■ What to do
Where the string "font" appears in a line of the data, show that line.

■ Data section

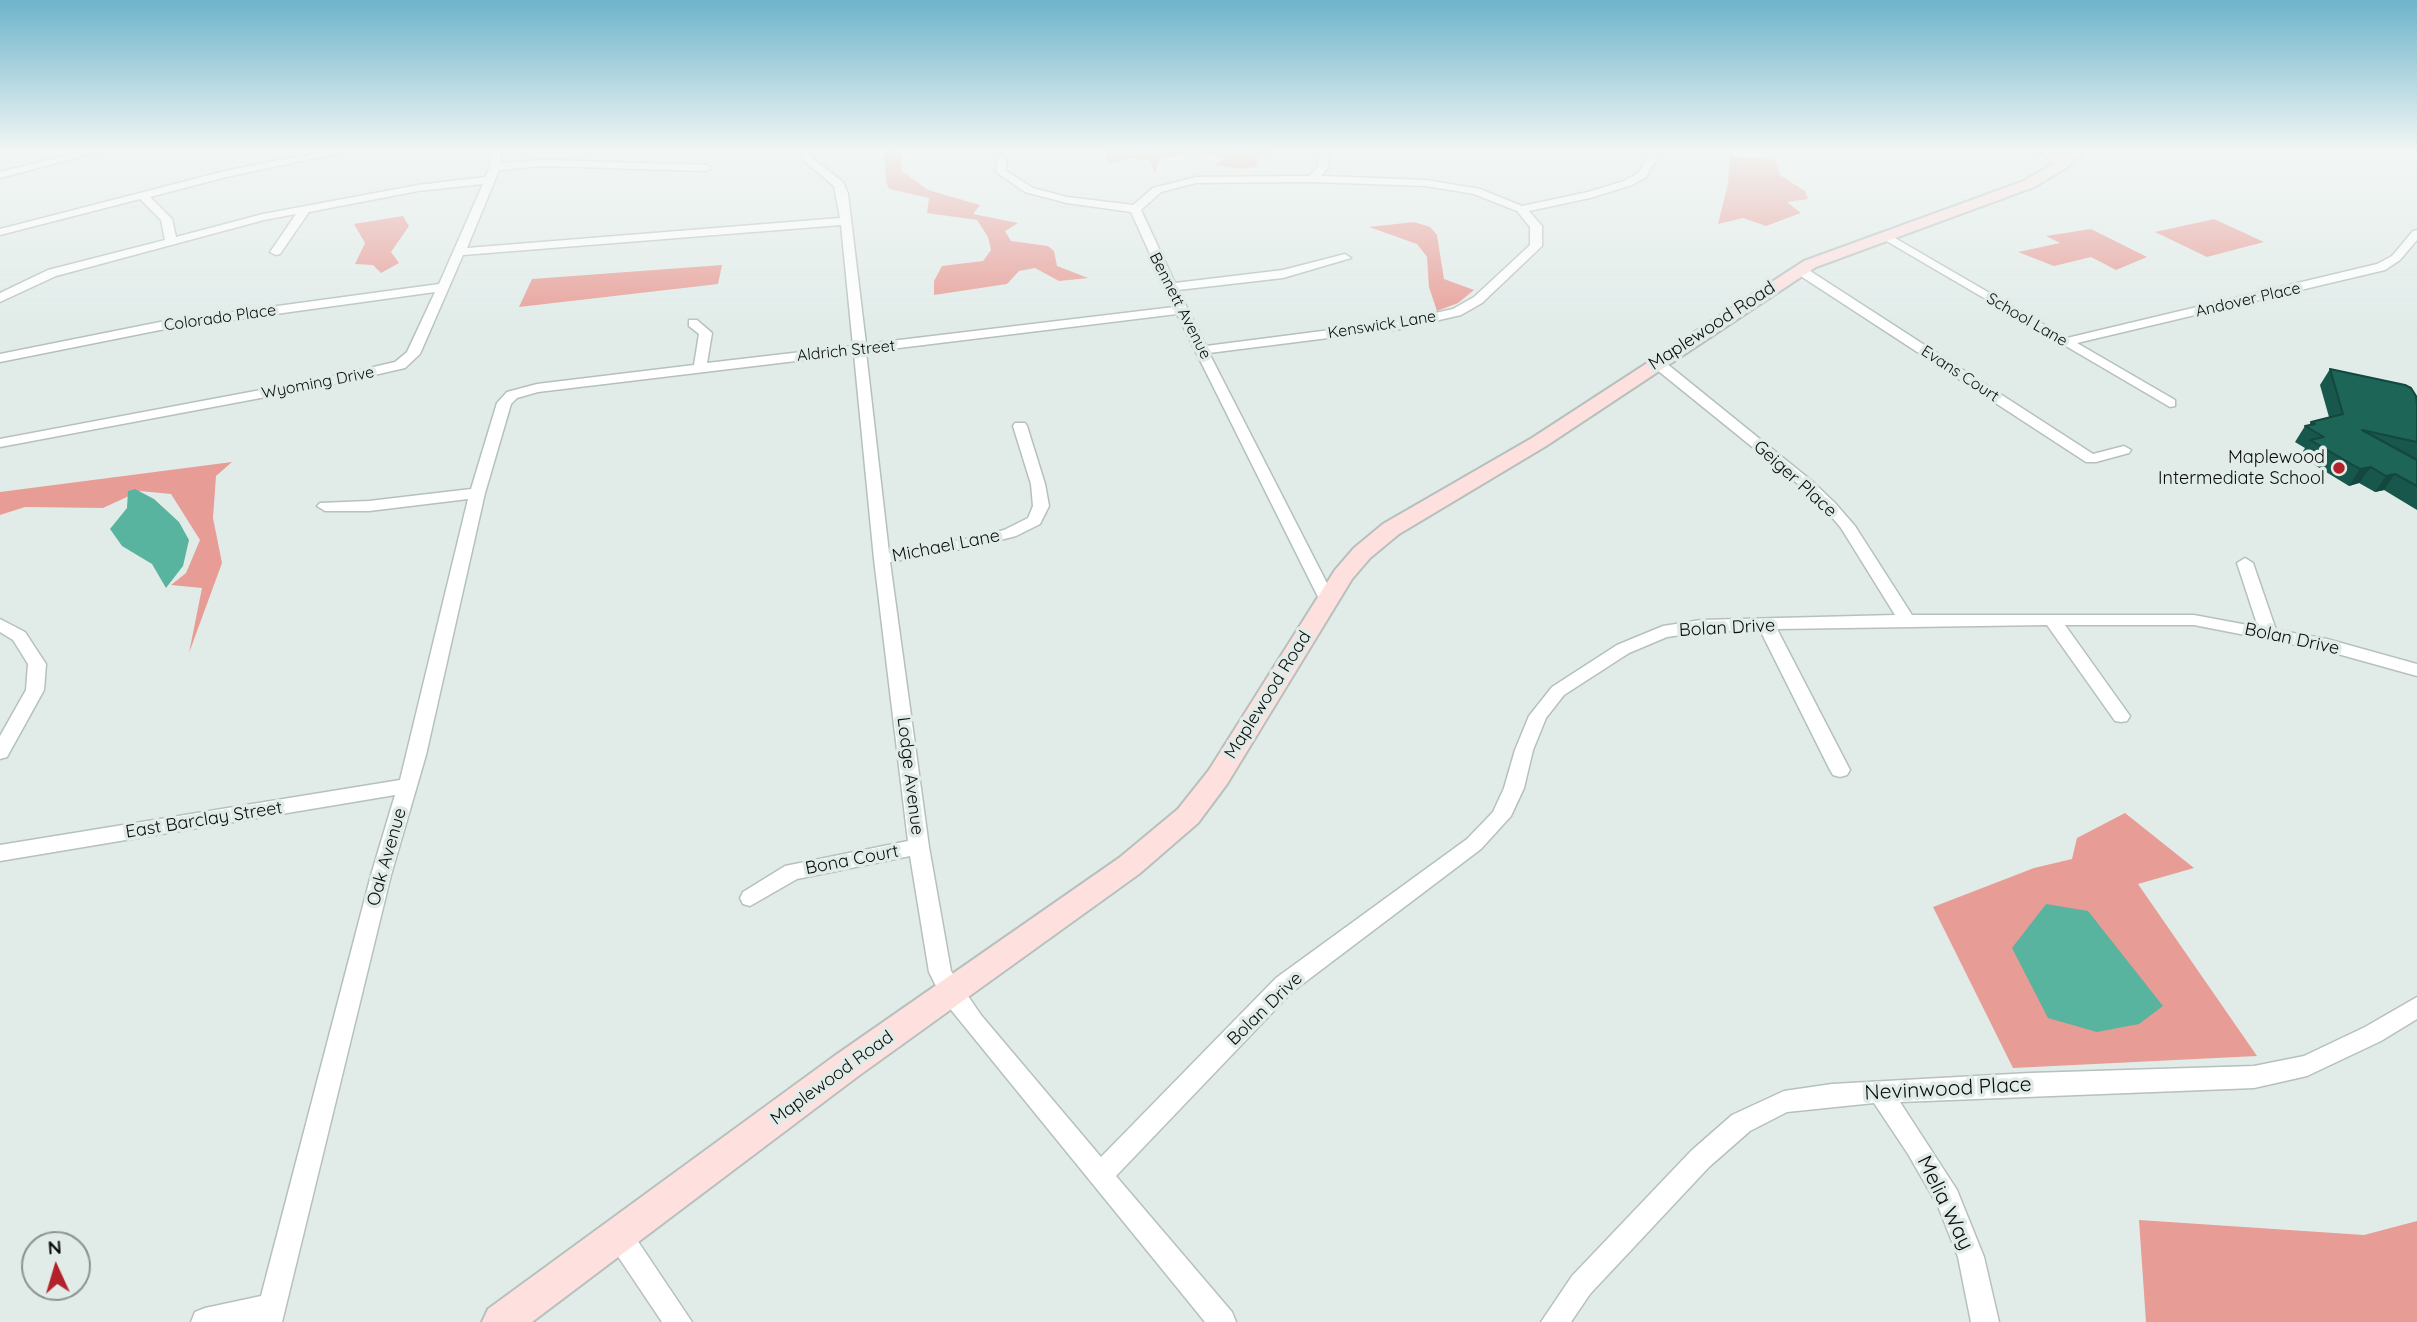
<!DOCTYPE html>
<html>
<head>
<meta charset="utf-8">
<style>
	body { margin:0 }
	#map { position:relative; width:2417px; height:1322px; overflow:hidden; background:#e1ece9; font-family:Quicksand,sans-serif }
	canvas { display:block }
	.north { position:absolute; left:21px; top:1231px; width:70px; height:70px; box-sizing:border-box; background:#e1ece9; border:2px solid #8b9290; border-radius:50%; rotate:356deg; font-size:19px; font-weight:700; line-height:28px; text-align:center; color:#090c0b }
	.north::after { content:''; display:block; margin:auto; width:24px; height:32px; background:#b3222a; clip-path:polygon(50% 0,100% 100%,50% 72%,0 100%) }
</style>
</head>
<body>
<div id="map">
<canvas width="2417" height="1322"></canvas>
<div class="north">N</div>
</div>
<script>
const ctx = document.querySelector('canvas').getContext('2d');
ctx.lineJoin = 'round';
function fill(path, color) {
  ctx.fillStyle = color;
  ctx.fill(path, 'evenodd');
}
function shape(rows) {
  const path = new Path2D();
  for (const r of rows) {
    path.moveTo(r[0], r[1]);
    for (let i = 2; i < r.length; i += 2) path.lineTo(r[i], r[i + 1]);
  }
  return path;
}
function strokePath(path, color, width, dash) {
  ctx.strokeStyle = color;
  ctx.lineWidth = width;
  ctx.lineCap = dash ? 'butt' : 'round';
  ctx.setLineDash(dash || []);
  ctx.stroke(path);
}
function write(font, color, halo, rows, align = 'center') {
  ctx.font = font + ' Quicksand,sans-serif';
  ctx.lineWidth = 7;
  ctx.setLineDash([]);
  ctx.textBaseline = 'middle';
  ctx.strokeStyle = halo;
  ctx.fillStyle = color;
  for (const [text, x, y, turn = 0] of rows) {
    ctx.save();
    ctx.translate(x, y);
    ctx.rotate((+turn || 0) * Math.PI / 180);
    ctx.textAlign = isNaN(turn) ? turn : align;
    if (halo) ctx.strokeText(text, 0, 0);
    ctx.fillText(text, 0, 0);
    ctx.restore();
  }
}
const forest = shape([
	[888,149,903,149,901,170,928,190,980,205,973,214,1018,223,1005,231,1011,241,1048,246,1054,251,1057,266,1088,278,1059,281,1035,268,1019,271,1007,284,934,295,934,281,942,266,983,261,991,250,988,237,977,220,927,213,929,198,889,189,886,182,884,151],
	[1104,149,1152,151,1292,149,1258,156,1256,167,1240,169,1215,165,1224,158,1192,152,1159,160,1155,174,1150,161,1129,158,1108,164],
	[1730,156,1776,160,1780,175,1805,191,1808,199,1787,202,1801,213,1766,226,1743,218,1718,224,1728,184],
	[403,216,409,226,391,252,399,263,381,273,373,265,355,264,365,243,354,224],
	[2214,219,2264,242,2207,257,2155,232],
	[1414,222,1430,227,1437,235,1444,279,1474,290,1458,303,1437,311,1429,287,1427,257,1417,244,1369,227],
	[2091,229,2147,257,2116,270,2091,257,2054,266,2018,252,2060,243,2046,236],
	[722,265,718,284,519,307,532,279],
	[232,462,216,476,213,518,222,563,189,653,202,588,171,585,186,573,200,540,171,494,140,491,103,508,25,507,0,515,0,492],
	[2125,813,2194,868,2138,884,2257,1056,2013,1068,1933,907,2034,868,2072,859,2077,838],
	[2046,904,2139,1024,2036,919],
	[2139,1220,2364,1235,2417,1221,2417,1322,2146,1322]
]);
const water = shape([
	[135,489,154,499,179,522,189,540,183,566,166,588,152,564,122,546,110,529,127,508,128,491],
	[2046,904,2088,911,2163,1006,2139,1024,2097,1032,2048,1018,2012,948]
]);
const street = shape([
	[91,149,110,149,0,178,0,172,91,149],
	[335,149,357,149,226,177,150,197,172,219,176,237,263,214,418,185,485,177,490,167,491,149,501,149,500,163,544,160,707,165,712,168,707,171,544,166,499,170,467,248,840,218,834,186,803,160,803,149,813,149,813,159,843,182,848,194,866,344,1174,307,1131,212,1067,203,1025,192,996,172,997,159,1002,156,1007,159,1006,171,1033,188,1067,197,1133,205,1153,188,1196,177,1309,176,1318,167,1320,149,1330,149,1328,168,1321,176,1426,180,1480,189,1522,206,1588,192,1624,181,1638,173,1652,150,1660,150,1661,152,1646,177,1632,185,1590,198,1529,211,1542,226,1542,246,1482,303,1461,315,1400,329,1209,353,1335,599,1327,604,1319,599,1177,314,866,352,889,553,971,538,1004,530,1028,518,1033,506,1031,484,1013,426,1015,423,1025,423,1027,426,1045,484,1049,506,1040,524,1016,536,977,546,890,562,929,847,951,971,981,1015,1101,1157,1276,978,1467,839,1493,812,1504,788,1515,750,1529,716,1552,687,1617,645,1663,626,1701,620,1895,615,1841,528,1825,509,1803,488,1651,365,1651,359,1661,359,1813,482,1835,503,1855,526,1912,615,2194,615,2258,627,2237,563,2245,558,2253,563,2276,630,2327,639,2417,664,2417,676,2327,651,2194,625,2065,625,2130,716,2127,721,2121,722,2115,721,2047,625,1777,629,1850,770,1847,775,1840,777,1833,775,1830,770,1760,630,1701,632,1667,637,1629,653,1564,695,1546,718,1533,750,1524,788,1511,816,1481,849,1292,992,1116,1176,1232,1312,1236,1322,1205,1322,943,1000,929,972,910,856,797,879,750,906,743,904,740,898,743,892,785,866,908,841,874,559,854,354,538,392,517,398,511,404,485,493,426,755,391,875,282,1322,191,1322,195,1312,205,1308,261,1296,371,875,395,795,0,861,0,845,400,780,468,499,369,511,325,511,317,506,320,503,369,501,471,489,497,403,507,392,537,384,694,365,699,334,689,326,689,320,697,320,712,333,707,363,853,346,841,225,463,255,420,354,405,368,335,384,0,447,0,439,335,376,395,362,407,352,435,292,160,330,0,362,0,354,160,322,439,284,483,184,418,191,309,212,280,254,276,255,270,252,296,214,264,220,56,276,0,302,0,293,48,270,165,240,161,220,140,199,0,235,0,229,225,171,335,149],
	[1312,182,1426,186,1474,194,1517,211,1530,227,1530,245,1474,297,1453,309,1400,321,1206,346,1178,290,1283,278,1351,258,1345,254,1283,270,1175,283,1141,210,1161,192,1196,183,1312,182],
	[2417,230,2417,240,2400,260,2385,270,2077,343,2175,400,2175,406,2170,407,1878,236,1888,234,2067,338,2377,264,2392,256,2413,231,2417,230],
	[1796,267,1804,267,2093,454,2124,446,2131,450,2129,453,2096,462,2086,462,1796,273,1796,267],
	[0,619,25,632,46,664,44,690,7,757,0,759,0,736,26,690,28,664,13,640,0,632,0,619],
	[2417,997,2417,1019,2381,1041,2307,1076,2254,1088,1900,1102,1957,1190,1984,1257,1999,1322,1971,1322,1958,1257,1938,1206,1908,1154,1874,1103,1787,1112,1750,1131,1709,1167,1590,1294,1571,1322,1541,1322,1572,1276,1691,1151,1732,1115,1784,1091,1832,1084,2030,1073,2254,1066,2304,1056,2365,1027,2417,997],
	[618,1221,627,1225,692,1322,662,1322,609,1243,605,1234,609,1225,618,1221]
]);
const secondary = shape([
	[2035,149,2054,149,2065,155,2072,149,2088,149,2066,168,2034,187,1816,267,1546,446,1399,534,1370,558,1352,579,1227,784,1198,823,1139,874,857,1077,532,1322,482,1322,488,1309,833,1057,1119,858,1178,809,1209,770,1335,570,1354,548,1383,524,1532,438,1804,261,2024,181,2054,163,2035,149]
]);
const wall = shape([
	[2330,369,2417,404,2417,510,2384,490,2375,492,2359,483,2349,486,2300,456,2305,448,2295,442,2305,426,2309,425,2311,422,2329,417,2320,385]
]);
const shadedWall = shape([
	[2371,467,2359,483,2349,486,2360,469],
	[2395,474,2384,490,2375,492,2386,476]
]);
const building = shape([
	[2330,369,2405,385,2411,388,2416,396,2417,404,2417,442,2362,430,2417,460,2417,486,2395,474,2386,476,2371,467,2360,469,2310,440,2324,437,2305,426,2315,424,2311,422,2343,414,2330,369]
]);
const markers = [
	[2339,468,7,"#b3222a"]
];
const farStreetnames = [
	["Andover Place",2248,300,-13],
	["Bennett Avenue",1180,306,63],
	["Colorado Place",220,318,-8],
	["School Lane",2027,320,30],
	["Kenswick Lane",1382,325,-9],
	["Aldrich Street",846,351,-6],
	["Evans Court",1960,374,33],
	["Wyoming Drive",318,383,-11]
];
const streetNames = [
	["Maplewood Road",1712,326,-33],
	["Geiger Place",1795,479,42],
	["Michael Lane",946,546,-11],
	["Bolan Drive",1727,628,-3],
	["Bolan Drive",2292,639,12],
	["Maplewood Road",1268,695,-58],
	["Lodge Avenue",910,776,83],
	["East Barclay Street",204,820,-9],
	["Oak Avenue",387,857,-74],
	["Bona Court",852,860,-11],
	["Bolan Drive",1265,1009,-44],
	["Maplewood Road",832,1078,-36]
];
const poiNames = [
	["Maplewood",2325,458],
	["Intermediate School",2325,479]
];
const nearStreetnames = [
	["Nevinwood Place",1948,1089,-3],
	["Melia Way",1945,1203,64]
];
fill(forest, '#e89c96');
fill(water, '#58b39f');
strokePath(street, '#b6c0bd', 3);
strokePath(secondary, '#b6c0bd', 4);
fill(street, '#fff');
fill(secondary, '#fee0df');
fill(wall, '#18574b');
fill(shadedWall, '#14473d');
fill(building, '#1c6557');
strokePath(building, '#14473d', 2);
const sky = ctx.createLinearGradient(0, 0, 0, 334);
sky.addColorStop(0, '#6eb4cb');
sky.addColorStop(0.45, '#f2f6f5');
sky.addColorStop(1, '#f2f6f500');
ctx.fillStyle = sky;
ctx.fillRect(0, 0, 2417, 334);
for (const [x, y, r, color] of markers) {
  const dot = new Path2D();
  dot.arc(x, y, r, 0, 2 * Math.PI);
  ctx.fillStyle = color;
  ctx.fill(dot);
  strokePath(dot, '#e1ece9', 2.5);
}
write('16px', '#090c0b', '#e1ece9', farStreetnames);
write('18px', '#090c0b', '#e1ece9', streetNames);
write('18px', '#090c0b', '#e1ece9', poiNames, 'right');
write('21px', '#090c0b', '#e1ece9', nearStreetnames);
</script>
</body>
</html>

■ Your solution
	#map { position:relative; width:2417px; height:1322px; overflow:hidden; background:#e1ece9; font-family:Quicksand,sans-serif }
	.north { position:absolute; left:21px; top:1231px; width:70px; height:70px; box-sizing:border-box; background:#e1ece9; border:2px solid #8b9290; border-radius:50%; rotate:356deg; font-size:19px; font-weight:700; line-height:28px; text-align:center; color:#090c0b }
function write(font, color, halo, rows, align = 'center') {
  ctx.font = font + ' Quicksand,sans-serif';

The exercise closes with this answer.